• _EXERCISE PROMPT_:
From the line containing "Localize all labels" down to the line containing "Give bounding boxes" in the records below, reproduce every line exactly, ends included, and omit all others.

Collected data entries:
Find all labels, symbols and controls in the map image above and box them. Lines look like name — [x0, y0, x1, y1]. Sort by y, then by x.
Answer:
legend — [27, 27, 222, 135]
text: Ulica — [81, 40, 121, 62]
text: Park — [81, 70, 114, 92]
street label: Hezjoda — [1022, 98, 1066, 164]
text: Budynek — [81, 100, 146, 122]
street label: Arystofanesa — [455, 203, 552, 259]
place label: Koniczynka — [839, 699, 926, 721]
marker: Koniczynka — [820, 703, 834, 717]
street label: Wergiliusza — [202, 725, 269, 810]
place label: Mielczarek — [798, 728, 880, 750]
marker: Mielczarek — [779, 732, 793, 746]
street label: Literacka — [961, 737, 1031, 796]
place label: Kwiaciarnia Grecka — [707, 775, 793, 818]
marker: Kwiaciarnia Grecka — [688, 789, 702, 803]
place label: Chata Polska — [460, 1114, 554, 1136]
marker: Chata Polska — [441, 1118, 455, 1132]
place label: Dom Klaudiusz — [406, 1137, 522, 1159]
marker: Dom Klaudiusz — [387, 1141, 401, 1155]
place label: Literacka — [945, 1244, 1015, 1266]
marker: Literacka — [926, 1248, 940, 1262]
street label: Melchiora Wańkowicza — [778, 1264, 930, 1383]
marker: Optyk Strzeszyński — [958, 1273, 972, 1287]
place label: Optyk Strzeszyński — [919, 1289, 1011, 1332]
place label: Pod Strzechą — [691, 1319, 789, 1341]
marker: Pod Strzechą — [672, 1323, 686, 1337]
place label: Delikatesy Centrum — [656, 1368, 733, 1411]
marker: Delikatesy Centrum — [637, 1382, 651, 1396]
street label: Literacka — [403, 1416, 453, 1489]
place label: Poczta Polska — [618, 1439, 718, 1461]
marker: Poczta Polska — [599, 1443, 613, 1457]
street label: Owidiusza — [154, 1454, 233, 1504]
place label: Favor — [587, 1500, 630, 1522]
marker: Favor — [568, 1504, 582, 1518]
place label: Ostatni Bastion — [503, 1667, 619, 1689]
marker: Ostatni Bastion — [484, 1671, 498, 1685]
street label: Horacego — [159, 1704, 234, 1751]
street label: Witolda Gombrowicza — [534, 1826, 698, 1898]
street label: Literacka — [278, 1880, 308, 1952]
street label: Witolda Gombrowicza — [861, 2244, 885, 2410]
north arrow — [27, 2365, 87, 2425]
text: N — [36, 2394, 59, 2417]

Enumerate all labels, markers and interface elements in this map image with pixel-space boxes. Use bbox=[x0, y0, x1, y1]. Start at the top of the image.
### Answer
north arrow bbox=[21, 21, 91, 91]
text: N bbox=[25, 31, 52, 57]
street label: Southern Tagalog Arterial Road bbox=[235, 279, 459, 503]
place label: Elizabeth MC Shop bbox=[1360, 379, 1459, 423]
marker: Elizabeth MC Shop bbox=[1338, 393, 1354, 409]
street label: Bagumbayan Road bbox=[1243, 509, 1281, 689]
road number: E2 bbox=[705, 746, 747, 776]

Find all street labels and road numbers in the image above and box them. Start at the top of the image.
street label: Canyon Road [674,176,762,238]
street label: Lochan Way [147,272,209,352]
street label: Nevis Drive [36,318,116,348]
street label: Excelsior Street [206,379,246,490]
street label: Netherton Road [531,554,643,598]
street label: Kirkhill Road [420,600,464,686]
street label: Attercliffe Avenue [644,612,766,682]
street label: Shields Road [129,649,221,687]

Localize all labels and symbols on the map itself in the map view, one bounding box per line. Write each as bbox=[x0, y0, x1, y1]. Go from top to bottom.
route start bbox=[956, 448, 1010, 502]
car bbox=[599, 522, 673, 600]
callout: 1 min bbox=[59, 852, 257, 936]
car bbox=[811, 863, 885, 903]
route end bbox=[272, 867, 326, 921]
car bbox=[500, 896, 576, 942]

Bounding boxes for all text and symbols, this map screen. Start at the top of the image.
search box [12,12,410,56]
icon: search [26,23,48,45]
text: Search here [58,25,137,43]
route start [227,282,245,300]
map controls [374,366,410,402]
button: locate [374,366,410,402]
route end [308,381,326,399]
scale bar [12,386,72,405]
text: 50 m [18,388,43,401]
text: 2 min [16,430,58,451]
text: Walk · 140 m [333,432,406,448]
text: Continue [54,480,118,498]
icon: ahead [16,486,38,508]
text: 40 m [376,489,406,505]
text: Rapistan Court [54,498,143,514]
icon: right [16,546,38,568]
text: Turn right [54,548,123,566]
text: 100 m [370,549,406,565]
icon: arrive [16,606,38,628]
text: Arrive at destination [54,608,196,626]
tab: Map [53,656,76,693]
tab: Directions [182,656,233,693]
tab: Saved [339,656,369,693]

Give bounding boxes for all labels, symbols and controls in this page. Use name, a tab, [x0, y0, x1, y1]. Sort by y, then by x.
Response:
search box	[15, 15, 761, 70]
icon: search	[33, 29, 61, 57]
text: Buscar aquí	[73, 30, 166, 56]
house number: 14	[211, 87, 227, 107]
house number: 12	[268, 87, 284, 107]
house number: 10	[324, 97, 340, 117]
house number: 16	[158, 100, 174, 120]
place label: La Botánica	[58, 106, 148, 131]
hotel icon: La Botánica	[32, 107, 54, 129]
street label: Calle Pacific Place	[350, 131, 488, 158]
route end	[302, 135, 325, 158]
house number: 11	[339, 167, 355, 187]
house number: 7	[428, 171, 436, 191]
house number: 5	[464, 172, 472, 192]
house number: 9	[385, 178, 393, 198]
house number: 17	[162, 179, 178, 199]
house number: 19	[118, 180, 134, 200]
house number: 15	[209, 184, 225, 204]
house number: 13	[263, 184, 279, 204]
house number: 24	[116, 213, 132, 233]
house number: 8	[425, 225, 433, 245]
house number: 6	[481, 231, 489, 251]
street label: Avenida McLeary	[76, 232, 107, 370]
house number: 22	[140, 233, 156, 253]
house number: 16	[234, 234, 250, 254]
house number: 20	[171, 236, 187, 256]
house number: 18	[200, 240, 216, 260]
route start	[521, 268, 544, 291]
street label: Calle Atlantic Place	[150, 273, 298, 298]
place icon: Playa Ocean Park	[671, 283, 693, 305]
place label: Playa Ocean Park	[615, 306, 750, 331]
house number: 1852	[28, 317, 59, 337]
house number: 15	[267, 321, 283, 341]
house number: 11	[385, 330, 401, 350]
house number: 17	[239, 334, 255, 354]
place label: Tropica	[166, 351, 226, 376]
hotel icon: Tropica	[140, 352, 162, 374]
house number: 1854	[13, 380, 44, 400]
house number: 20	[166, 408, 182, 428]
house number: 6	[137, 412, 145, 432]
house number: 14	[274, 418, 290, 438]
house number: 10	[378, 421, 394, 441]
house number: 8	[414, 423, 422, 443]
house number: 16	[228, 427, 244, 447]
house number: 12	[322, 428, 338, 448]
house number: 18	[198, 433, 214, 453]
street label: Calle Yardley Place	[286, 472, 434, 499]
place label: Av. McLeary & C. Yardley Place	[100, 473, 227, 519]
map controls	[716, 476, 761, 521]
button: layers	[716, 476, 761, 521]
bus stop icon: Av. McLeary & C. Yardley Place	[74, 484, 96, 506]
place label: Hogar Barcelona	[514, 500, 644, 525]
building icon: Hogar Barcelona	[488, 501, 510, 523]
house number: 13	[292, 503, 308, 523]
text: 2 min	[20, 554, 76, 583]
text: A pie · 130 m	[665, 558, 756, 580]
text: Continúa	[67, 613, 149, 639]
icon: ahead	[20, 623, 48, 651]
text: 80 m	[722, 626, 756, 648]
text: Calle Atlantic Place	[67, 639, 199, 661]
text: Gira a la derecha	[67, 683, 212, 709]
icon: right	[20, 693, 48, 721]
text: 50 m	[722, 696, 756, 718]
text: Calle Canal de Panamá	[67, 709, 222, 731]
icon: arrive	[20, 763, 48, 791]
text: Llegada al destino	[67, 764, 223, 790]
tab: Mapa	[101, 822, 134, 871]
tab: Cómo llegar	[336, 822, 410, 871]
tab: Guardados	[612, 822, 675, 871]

• _ANSWER TO THIS TASK_:
Localize all labels and symbols on the map itself in the map view, one bounding box per line. Write each as bbox=[x0, y0, x1, y1]. Go from top to bottom.
route start bbox=[956, 448, 1010, 502]
car bbox=[599, 522, 673, 600]
callout: 1 min bbox=[59, 852, 257, 936]
car bbox=[811, 863, 885, 903]
route end bbox=[272, 867, 326, 921]
car bbox=[500, 896, 576, 942]

Bounding boxes for all text and symbols, this map screen. Start at the top of the image.
search box [12,12,410,56]
icon: search [26,23,48,45]
text: Search here [58,25,137,43]
route start [227,282,245,300]
map controls [374,366,410,402]
button: locate [374,366,410,402]
route end [308,381,326,399]
scale bar [12,386,72,405]
text: 50 m [18,388,43,401]
text: 2 min [16,430,58,451]
text: Walk · 140 m [333,432,406,448]
text: Continue [54,480,118,498]
icon: ahead [16,486,38,508]
text: 40 m [376,489,406,505]
text: Rapistan Court [54,498,143,514]
icon: right [16,546,38,568]
text: Turn right [54,548,123,566]
text: 100 m [370,549,406,565]
icon: arrive [16,606,38,628]
text: Arrive at destination [54,608,196,626]
tab: Map [53,656,76,693]
tab: Directions [182,656,233,693]
tab: Saved [339,656,369,693]

Give bounding boxes for all labels, symbols and controls in this page. Use name, a tab, [x0, y0, x1, y1]. Sort by y, then by x.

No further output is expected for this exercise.